Neuropsychological Tests
A 1-hour battery of 9 neuropsychological (NP) tests represented the domains of verbal memory (WHO UCLA Verbal Learning Test, Maj et al., 1993; Digit Span, Wechsler, 1997), speed of information processing (WAIS-III Digit Symbol, Wechsler, 1997; Color Trails 1, D’Elia, Satz, Uchiyama, & White, 1996; Symbol Search, Wechsler, 1997), executive function (Stroop, Golden, 1978; Color Trails 2, D’Elia et al., 1996), attention/working memory (WAIS III Letter-Number Sequencing, Wechsler, 1997), motor (Grooved Pegboard, Matthews & Klove, 1964), and verbal fluency (Controlled Oral Word Association Test, Spreen & Strauss, 1998).
Fatigue Outcome Measure
The primary endpoint defining fatigue responder vs. non-responder was the Clinical Global Impressions-Improvement Scale (CGI). Scores range from 1 = very much improved to 7 = very much worse. Responders were rated “1” or “2” on energy compared to baseline; non-responders had scores of 3 (minimally improved) or worse. This global assessment was based on all available data including clinician judgment, patient self-reports and ratings
Perceived Cognitive Changes
We extracted and combined scores on 2 BDI items, concerning indecisiveness (item 13: 0 = I make decisions about as well as ever, 1 = I find it more difficult to make decisions than usual, 2 = I have much greater difficulty in making decisions than I used to, 3 = I have difficulty making any decisions) and concentration difficulty (item 19: 0 = I can concentrate as well as ever, 1 = I can’t concentrate as well as usual, 2 = It’s hard to keep my mind on anything for very long, 3 = I find I can’t concentrate on anything), to create a self-report estimate of cognitive changes. Possible scores range from 0 to 6.
Study Design
This was a 4-week randomized double-blind placebo-controlled study. At study entry and Week 4, a 1-hour battery of NP tests was administered. Week 4 responders to armodafinil were offered an additional 8 weeks of open label medication, and placebo non-responders or placebo responders who relapsed were offered open label armodafinil for 12 weeks. The outcome of fatigue treatment with armodafinil has been previously published (Rabkin, McElhiney, & Rabkin, 2011).
The protocol was approved by the New York State Psychiatric Institute Institutional Review Board, and all participants gave written informed consent after being informed of the procedures, risks, and alternatives to study participation. Neuropsychological data were collected between June 2008 and May 2010. The study was registered with clinicalTrials.gov, identifier: NCT00614926.
Statistical Analyses
T-tests and chi square tests comparing patients randomized to armodafinil or placebo were performed to test for baseline differences in demographic, medical and psychiatric characteristics between groups. The treatment effects of armodafinil were examined using intention-to-treat analyses, bringing the last CGI rating forward to determine response for those who did not complete the four-week medication trial. We used Heaton et al’s (2010) domain classification to identify patients meeting the NP criteria for ANI (defined as scoring >1 SD away from population normative means in 2+ domains), referred to here as neuropsychologically impaired (NPI). We also created our own more rigorous definition of NPI defined as scoring 1 SD away from normative means on 4+ non-redundant tests or 2 SDs on 2+ tests. Published norms from the test manual were used for the 4 subtests of the WAIS-III (Wechsler, 1997), Stroop (Golden, 1978), and Color Trails (D’Elia et al, 1996). Norms for the remaining tests were as follows: verbal fluency (Spreen & Straus, 1998), Grooved Pegboard Test (Mitrushina, Boone, & D’Elia, 1999), and for the WHO AVLT we used our own unpublished data from an N of 127 HIV+ adults.

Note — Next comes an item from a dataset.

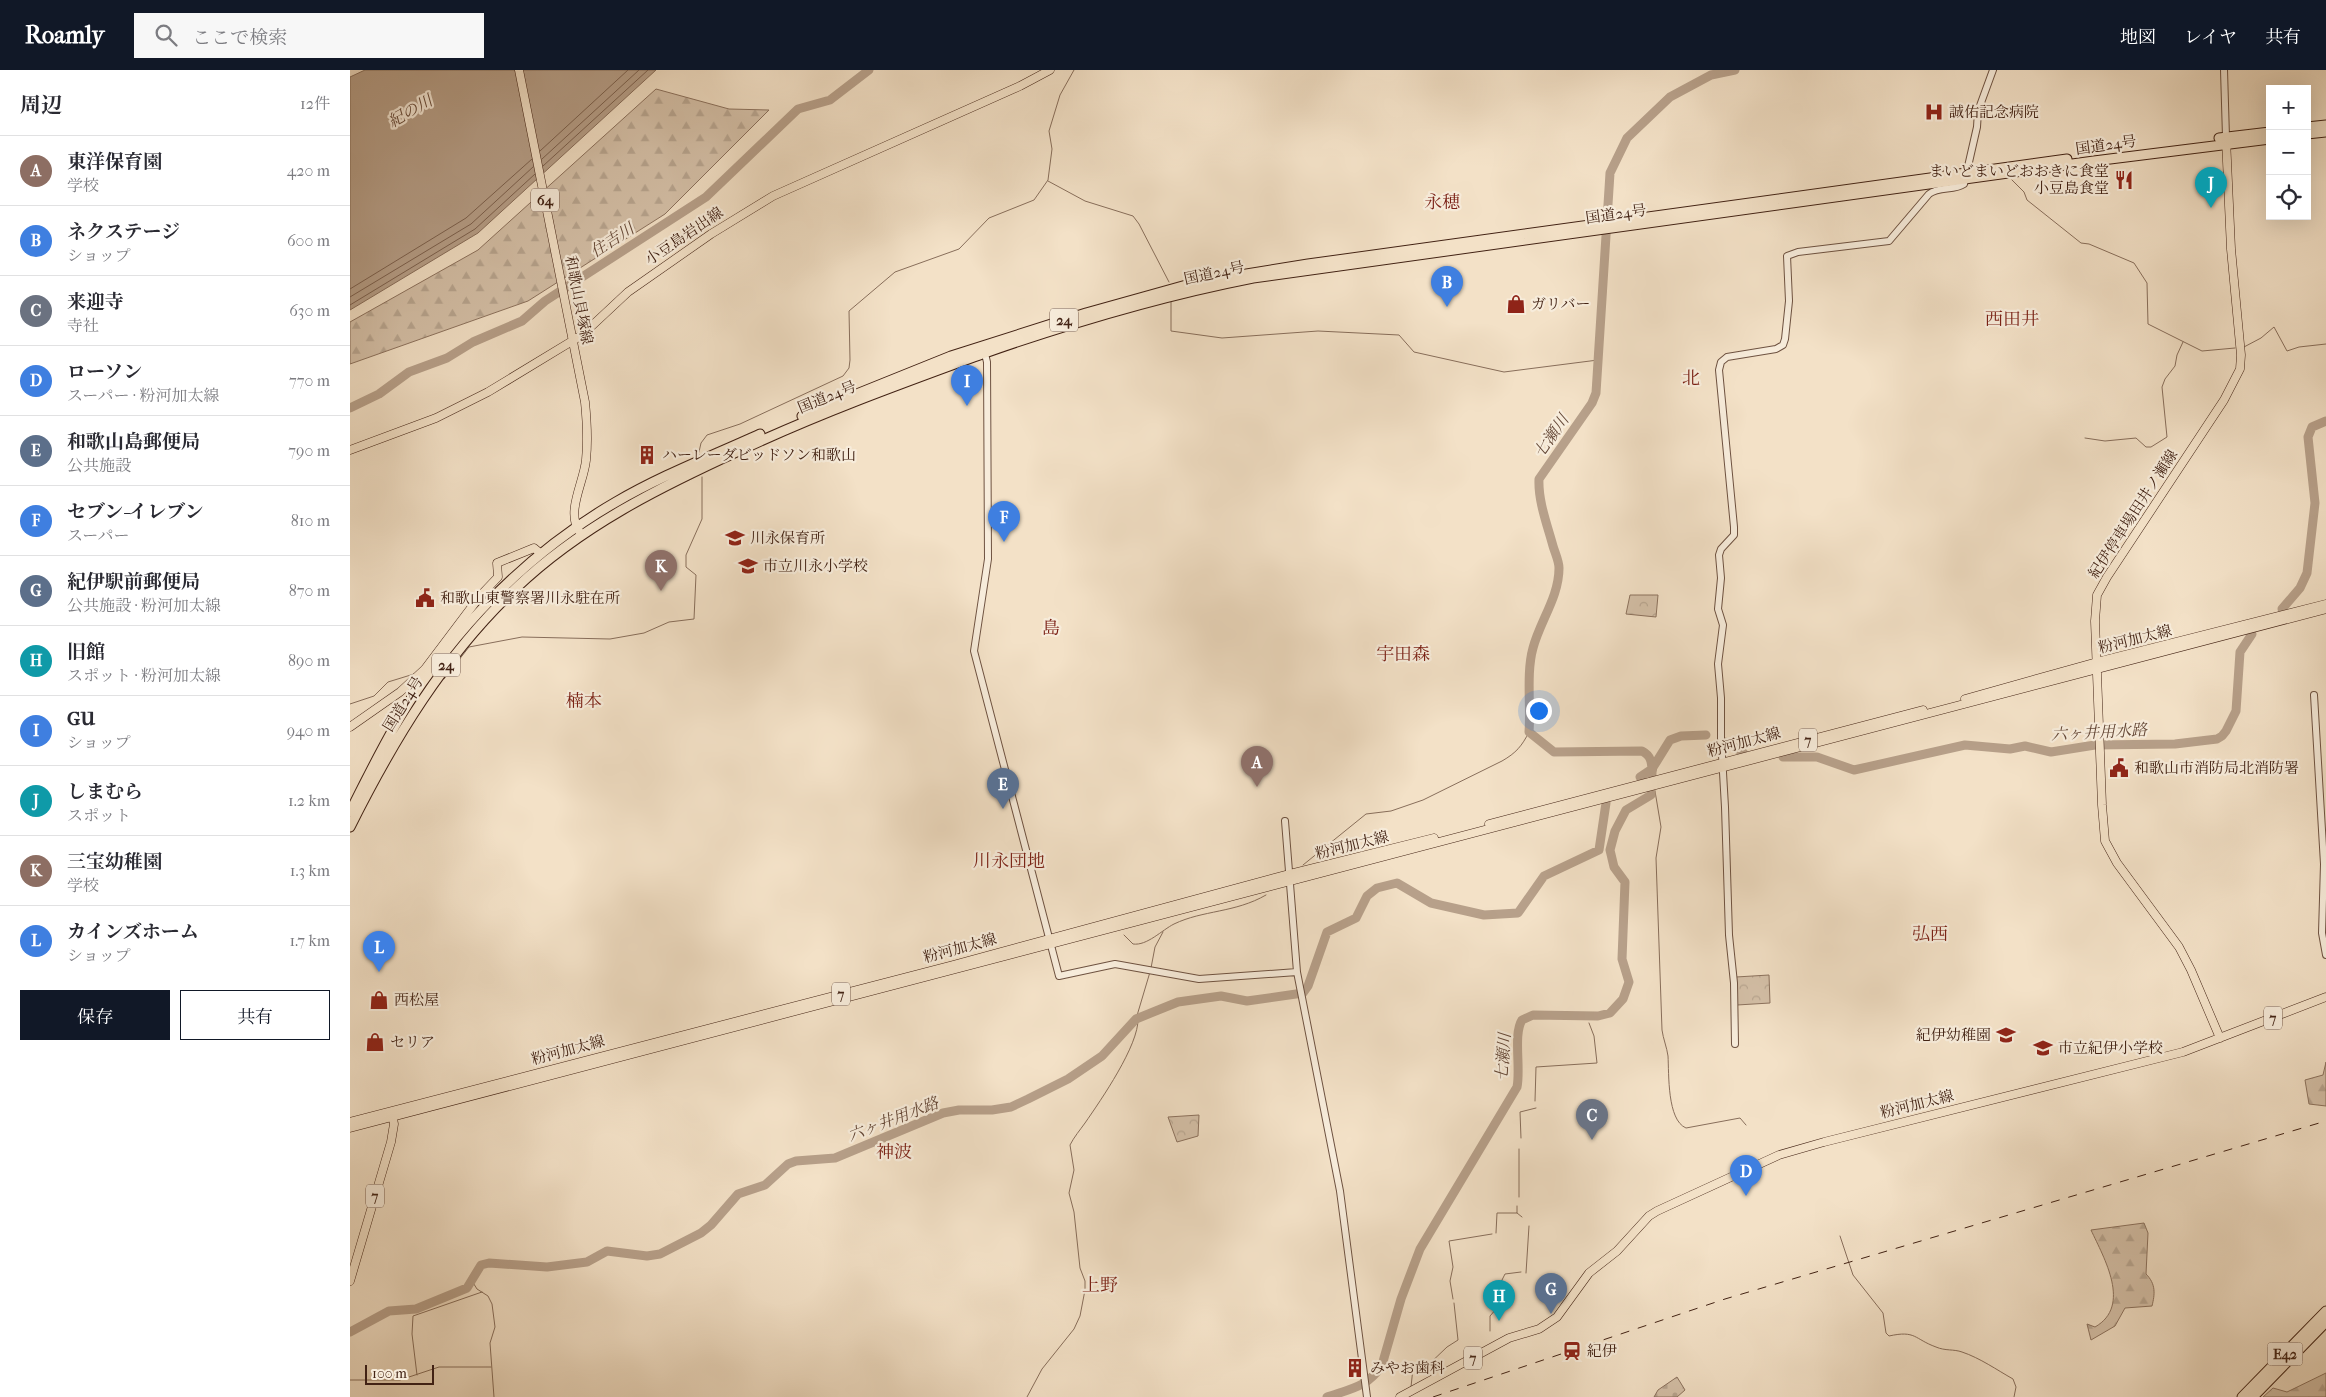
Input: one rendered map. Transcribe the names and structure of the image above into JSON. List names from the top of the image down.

T-tests were performed to examine for baseline differences in NP scores for each test and subtest between treatment groups. In addition, chi-square tests were used to compare rates of NPI for subgroups with conditions previously associated with NP impairment, including HCV status, depressive disorder, CD4 nadir under 200 cells, history of substance use disorder, and the presence of detectable viral load.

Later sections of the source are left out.